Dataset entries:
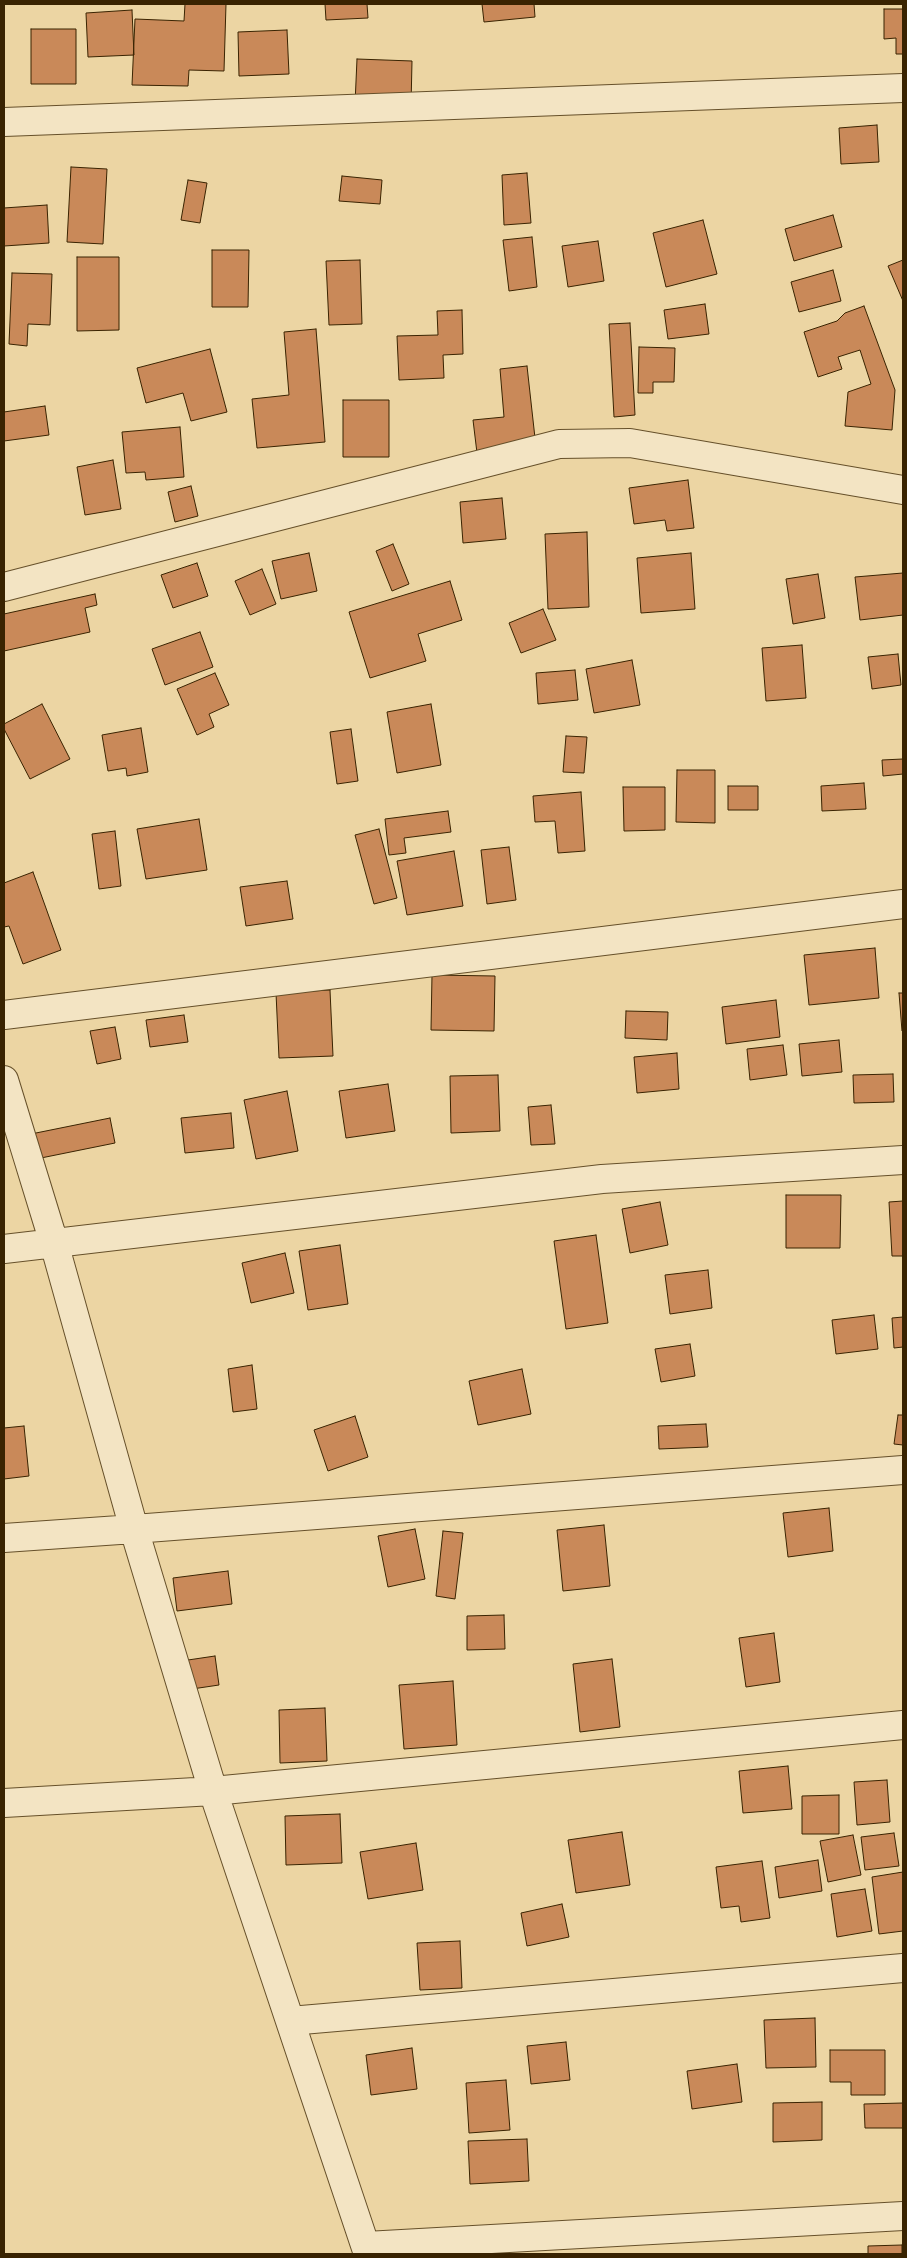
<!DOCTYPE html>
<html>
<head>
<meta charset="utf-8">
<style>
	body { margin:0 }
	#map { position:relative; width:907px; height:2258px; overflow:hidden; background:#ecd5a3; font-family:"IM FELL Double Pica",serif }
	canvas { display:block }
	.frame { position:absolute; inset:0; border:5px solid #392301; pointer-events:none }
</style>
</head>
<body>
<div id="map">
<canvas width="907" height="2258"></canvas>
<div class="frame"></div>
</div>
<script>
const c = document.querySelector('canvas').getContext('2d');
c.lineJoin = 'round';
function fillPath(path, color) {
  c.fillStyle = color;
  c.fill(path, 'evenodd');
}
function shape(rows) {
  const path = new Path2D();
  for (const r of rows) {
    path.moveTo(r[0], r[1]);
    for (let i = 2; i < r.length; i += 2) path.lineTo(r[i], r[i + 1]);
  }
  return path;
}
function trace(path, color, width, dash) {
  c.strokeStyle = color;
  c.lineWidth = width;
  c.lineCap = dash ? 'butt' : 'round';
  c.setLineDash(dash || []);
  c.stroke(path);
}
const building = shape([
	[185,4,226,4,224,71,189,70,188,86,132,85,135,19,184,21,185,4],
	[325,4,367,4,368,18,326,20,325,4],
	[482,4,534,4,535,17,484,22,482,4],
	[884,9,903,9,903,54,896,54,896,38,884,39,884,9],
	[132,10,134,55,88,57,86,13,132,10],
	[31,29,76,29,76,84,31,84,31,29],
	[287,30,289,74,239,76,238,32,287,30],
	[357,59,412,61,411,106,355,104,357,59],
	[877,125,879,162,841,164,839,128,877,125],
	[71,167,107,169,103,244,67,242,71,167],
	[527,173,531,223,504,225,502,175,527,173],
	[342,176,382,180,380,204,339,201,342,176],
	[188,180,207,183,200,223,181,220,188,180],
	[47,205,49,243,4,246,4,208,47,205],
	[833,215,842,247,794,261,785,229,833,215],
	[703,220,717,274,666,287,653,233,703,220],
	[532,237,537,287,509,291,503,240,532,237],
	[598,241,604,281,568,287,562,246,598,241],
	[212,250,249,250,248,307,212,307,212,250],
	[77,257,119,257,119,330,77,331,77,257],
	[360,260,362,324,329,325,326,261,360,260],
	[903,260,903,301,888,266,903,260],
	[833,270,841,301,799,312,791,282,833,270],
	[12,273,52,274,50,325,28,324,27,346,9,344,12,273],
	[705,304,709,334,668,339,664,310,705,304],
	[864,306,895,390,892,430,845,426,848,392,871,384,860,350,838,357,842,369,818,377,804,332,837,321,845,313,864,306],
	[462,310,463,354,443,355,444,378,399,380,397,336,438,335,437,311,462,310],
	[630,323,635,415,614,417,609,324,630,323],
	[316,329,325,442,257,448,252,399,289,395,284,332,316,329],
	[639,347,675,348,674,382,653,382,653,393,638,393,639,347],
	[210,349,227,412,191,421,183,393,146,403,137,368,210,349],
	[527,366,536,447,477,453,473,420,504,417,500,369,527,366],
	[343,400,389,400,389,457,343,457,343,400],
	[45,406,49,435,4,441,4,412,45,406],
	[180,427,184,477,146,480,145,472,126,473,122,432,180,427],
	[113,460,121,509,85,515,77,467,113,460],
	[688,480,694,528,667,531,665,520,634,524,629,488,688,480],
	[191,486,198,516,175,522,168,492,191,486],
	[502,498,506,539,463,543,460,502,502,498],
	[587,532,589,607,548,609,545,534,587,532],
	[393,544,409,584,392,591,376,551,393,544],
	[309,553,317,591,281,599,272,561,309,553],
	[691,553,695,609,641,613,637,558,691,553],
	[197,563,208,596,173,608,161,575,197,563],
	[262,569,276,604,250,615,235,581,262,569],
	[903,573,903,615,860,620,855,577,903,573],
	[818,574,825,618,793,624,786,579,818,574],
	[450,581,462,620,418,634,426,661,370,678,349,612,450,581],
	[95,594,97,605,85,608,90,632,4,651,4,614,95,594],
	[543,609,556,640,521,653,509,623,543,609],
	[200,632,213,667,165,685,152,649,200,632],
	[802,645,806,698,766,701,762,648,802,645],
	[898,654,901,685,872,689,868,657,898,654],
	[632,660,640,705,594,713,586,669,632,660],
	[575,670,578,700,538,704,536,673,575,670],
	[215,673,229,705,209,714,214,727,197,735,177,689,215,673],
	[42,704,70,759,30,779,4,729,4,724,42,704],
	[431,704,441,765,397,773,387,712,431,704],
	[141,728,148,772,127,776,126,768,108,771,102,735,141,728],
	[351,729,358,781,337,784,330,732,351,729],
	[566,736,587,737,584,773,563,772,566,736],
	[903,759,903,774,883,776,882,760,903,759],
	[677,770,715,770,715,823,676,822,677,770],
	[864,783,866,809,822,811,821,786,864,783],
	[728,786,758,786,758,810,728,810,728,786],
	[623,787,665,787,665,830,624,831,623,787],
	[581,792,585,851,558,853,555,821,535,822,533,796,581,792],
	[448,811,451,832,404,838,406,853,389,855,385,819,448,811],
	[199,819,207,870,146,879,137,829,199,819],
	[379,829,397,898,374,904,355,835,379,829],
	[115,831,121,886,99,889,92,834,115,831],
	[509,847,516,900,487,904,481,850,509,847],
	[454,851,463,906,407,915,397,861,454,851],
	[33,872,61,950,23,964,9,926,4,927,4,883,33,872],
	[287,881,293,919,246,926,240,887,287,881],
	[875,948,879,998,809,1005,804,955,875,948],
	[432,975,495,976,494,1031,431,1030,432,975],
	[330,990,333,1056,279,1058,276,993,330,990],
	[899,993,903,993,903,1031,902,1031,899,993],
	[776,1000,780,1037,726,1044,722,1007,776,1000],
	[626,1011,668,1012,667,1040,625,1038,626,1011],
	[184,1015,188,1042,150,1047,146,1020,184,1015],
	[115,1027,121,1059,97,1064,90,1031,115,1027],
	[839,1040,842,1072,802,1076,799,1044,839,1040],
	[783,1045,787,1075,750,1080,747,1049,783,1045],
	[677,1053,679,1089,637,1093,634,1057,677,1053],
	[893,1074,894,1102,854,1103,853,1075,893,1074],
	[498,1075,500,1131,451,1133,450,1076,498,1075],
	[388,1084,395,1131,346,1138,339,1091,388,1084],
	[287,1091,298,1151,256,1159,244,1100,287,1091],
	[551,1105,555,1144,531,1145,528,1107,551,1105],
	[231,1113,234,1148,185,1153,181,1118,231,1113],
	[110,1118,115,1143,36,1159,31,1134,110,1118],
	[786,1195,841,1195,840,1248,786,1248,786,1195],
	[903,1201,903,1256,892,1256,889,1202,903,1201],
	[660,1202,668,1245,630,1253,622,1209,660,1202],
	[596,1235,608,1323,566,1329,554,1241,596,1235],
	[340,1245,348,1304,308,1310,299,1251,340,1245],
	[285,1253,294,1293,251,1303,242,1263,285,1253],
	[708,1270,712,1308,670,1314,665,1275,708,1270],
	[874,1315,878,1349,836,1354,832,1320,874,1315],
	[903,1317,903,1347,894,1348,892,1318,903,1317],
	[690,1344,695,1376,661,1382,655,1349,690,1344],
	[252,1365,257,1409,233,1412,228,1369,252,1365],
	[522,1369,531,1414,478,1425,469,1381,522,1369],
	[898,1415,903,1415,903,1445,894,1444,898,1415],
	[355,1416,368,1457,328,1471,314,1430,355,1416],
	[706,1424,708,1447,659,1449,658,1426,706,1424],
	[24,1426,29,1476,4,1479,4,1428,24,1426],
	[829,1508,833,1551,788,1557,783,1513,829,1508],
	[604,1525,610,1586,563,1591,557,1530,604,1525],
	[415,1529,425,1579,388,1587,378,1536,415,1529],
	[443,1531,463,1533,455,1599,436,1596,443,1531],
	[228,1571,232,1604,177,1611,173,1578,228,1571],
	[504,1615,505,1649,467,1650,467,1616,504,1615],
	[774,1633,780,1682,746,1687,739,1638,774,1633],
	[215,1656,219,1685,192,1689,188,1660,215,1656],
	[612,1659,620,1727,580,1732,573,1664,612,1659],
	[453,1681,457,1745,404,1749,399,1685,453,1681],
	[325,1708,327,1761,280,1763,279,1710,325,1708],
	[788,1766,792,1809,743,1813,739,1771,788,1766],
	[887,1780,890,1822,857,1825,854,1782,887,1780],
	[839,1795,839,1834,802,1834,802,1796,839,1795],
	[340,1814,342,1863,286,1865,285,1816,340,1814],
	[622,1832,630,1885,576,1893,568,1840,622,1832],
	[894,1833,899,1866,865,1870,861,1837,894,1833],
	[853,1835,861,1875,828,1882,820,1841,853,1835],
	[416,1843,423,1890,368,1899,360,1852,416,1843],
	[818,1860,822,1891,779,1898,775,1867,818,1860],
	[762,1861,770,1918,741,1922,739,1906,721,1908,716,1867,762,1861],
	[903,1872,903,1931,879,1934,872,1877,903,1872],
	[865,1889,872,1931,837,1937,831,1894,865,1889],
	[562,1904,569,1937,527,1946,521,1913,562,1904],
	[460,1941,462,1988,420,1990,417,1943,460,1941],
	[815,2018,816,2067,766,2068,764,2020,815,2018],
	[566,2042,570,2080,531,2084,527,2046,566,2042],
	[412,2048,417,2089,371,2095,366,2055,412,2048],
	[830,2050,885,2050,885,2095,851,2095,851,2082,830,2082,830,2050],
	[737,2064,742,2102,692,2109,687,2071,737,2064],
	[506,2080,510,2130,469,2133,466,2083,506,2080],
	[822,2102,822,2140,773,2142,773,2103,822,2102],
	[903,2103,903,2128,865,2128,864,2104,903,2103],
	[527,2139,529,2181,470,2184,468,2141,527,2139],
	[902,2245,902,2254,868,2254,868,2246,902,2245]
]);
const minor = shape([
	[4,122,903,88],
	[4,587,559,444,630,443,903,490],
	[4,1015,903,904],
	[4,1080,54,1243,134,1529,213,1791,368,2254],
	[4,1249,602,1179,903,1160],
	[4,1538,134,1529,903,1470],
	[4,1803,213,1791,903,1725],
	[290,2021,903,1968],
	[366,2246,903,2216]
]);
fillPath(building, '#c98959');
trace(building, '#392301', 1);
trace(minor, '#66502a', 30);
trace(minor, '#f3e4c3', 28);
</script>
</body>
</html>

= What you have to do =
Copy out all the lines of the records that include "canvas".

= Problem solution =
	canvas { display:block }
<canvas width="907" height="2258"></canvas>
const c = document.querySelector('canvas').getContext('2d');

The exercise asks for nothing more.